In the listing below, locate the line that contains "M 5,2190 L 207,2305 L 5,2305 Z" and the line that contains "M 982,134 L". Restate word for word those two lines and every line between them, and nothing else.

===============

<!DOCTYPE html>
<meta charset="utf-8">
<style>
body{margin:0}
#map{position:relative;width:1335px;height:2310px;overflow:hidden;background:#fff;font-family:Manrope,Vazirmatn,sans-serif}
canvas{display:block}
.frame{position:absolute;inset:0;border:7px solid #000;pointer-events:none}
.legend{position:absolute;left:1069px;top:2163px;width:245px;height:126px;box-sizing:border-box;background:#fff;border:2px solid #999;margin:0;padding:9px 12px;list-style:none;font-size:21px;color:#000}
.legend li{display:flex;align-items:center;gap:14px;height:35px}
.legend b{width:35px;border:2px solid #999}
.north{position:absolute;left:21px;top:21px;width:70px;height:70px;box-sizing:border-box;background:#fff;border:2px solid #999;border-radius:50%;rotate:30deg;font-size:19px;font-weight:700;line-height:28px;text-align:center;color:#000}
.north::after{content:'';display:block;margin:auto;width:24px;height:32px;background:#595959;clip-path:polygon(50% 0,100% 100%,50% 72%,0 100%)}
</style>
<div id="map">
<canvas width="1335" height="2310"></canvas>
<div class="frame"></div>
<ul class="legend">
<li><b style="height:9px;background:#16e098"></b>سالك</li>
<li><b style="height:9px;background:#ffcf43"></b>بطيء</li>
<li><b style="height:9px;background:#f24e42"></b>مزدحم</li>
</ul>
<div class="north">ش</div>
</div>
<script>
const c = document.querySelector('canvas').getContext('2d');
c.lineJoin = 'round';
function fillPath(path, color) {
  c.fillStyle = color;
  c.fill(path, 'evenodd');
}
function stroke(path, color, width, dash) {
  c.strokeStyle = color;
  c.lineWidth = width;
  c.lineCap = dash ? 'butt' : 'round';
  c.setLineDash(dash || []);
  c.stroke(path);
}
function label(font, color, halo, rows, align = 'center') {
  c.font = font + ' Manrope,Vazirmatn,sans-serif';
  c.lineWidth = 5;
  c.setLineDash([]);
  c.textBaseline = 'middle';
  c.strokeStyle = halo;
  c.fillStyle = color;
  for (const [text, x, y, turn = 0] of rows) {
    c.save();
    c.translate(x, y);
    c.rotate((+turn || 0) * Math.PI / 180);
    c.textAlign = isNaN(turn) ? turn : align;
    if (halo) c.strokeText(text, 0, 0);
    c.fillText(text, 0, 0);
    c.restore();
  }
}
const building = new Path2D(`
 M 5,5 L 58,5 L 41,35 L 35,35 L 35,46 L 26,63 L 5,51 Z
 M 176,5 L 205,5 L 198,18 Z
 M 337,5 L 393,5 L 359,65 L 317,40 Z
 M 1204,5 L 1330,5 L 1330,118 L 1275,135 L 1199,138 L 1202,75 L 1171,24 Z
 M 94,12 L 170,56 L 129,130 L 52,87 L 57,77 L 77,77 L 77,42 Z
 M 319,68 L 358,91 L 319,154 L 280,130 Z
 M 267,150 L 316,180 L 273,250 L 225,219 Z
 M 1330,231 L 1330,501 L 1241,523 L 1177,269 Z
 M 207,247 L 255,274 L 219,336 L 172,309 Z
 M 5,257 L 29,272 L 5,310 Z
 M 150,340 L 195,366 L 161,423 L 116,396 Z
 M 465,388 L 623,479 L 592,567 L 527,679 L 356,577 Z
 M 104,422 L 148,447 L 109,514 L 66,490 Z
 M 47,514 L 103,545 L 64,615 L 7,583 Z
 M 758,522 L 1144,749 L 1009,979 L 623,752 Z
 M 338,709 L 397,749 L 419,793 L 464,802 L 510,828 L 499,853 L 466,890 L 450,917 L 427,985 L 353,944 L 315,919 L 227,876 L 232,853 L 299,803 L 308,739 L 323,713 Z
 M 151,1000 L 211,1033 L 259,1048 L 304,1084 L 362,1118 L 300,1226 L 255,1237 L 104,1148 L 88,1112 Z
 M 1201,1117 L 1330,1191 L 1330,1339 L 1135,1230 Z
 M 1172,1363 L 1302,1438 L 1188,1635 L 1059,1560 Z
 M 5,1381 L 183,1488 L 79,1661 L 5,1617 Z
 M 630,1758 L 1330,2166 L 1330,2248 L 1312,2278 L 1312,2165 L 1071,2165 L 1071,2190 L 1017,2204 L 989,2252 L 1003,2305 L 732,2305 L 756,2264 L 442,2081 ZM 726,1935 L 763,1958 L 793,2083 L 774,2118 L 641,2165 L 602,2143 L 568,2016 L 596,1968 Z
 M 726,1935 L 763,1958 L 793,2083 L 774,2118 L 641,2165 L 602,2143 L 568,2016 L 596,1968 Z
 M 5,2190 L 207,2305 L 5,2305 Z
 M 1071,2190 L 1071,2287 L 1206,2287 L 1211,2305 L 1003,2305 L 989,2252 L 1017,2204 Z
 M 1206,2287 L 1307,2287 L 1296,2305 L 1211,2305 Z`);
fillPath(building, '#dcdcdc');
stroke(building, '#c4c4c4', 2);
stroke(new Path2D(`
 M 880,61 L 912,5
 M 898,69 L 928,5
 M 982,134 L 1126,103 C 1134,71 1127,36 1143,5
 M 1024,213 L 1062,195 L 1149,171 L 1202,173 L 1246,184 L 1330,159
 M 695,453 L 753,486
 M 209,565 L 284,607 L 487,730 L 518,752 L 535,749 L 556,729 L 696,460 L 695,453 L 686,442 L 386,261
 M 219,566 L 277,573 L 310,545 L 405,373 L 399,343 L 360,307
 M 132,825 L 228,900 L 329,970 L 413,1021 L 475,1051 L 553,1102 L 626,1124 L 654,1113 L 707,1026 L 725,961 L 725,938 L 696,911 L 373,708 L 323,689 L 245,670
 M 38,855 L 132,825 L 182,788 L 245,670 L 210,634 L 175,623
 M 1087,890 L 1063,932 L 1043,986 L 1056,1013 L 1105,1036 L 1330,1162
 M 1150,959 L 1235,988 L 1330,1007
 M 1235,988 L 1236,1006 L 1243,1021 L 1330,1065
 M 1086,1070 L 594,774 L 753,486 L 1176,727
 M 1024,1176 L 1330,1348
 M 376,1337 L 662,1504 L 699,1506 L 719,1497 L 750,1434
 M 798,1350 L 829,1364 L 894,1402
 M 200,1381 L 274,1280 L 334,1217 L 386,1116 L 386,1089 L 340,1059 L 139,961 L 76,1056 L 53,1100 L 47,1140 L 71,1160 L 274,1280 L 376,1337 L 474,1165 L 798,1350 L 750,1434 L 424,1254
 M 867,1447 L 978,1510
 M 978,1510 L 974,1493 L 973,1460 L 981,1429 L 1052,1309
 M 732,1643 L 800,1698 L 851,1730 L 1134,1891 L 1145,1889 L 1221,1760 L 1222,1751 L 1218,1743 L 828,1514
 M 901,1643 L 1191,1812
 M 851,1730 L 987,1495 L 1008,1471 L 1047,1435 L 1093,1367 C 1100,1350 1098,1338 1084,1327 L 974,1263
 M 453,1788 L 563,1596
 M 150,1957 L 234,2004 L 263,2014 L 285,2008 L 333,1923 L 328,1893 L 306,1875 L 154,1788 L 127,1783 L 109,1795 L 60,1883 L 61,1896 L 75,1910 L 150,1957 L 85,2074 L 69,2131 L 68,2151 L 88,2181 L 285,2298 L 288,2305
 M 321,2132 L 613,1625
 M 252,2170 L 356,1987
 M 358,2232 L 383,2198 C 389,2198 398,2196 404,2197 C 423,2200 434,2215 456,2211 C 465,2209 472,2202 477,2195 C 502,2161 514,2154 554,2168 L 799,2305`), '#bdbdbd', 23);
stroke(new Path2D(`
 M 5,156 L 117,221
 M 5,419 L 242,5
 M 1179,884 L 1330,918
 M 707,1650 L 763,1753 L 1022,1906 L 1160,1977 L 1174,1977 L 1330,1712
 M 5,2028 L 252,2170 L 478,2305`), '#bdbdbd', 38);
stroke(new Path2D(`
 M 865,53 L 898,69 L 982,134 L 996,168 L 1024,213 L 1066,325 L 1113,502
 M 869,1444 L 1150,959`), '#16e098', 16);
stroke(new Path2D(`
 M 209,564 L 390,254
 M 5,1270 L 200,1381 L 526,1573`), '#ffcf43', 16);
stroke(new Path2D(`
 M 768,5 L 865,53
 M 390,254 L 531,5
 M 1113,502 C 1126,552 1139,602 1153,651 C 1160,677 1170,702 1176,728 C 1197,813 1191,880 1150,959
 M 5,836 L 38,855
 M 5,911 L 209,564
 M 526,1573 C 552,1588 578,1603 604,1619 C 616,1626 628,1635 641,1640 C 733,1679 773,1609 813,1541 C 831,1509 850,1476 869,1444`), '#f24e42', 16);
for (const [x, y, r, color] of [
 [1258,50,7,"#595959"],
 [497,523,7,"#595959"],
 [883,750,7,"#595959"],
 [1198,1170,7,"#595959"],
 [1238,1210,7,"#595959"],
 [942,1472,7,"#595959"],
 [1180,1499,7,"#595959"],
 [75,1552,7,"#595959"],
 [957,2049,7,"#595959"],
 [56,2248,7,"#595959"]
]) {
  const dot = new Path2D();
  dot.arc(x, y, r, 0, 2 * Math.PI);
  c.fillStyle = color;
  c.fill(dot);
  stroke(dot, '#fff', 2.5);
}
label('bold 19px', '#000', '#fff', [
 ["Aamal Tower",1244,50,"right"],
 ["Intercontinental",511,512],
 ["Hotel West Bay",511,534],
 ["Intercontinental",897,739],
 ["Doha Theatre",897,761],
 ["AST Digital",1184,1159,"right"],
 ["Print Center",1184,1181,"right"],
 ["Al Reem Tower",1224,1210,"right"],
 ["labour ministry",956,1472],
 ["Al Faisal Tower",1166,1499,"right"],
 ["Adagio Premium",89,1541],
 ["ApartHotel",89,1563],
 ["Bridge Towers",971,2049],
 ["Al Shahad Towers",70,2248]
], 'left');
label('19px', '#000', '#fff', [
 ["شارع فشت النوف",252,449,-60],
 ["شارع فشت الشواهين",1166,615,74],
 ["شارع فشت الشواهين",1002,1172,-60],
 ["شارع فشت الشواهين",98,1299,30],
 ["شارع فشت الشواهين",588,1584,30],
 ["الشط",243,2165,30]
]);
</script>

===============

§ Answer area:
 M 5,2190 L 207,2305 L 5,2305 Z
 M 1071,2190 L 1071,2287 L 1206,2287 L 1211,2305 L 1003,2305 L 989,2252 L 1017,2204 Z
 M 1206,2287 L 1307,2287 L 1296,2305 L 1211,2305 Z`);
fillPath(building, '#dcdcdc');
stroke(building, '#c4c4c4', 2);
stroke(new Path2D(`
 M 880,61 L 912,5
 M 898,69 L 928,5
 M 982,134 L 1126,103 C 1134,71 1127,36 1143,5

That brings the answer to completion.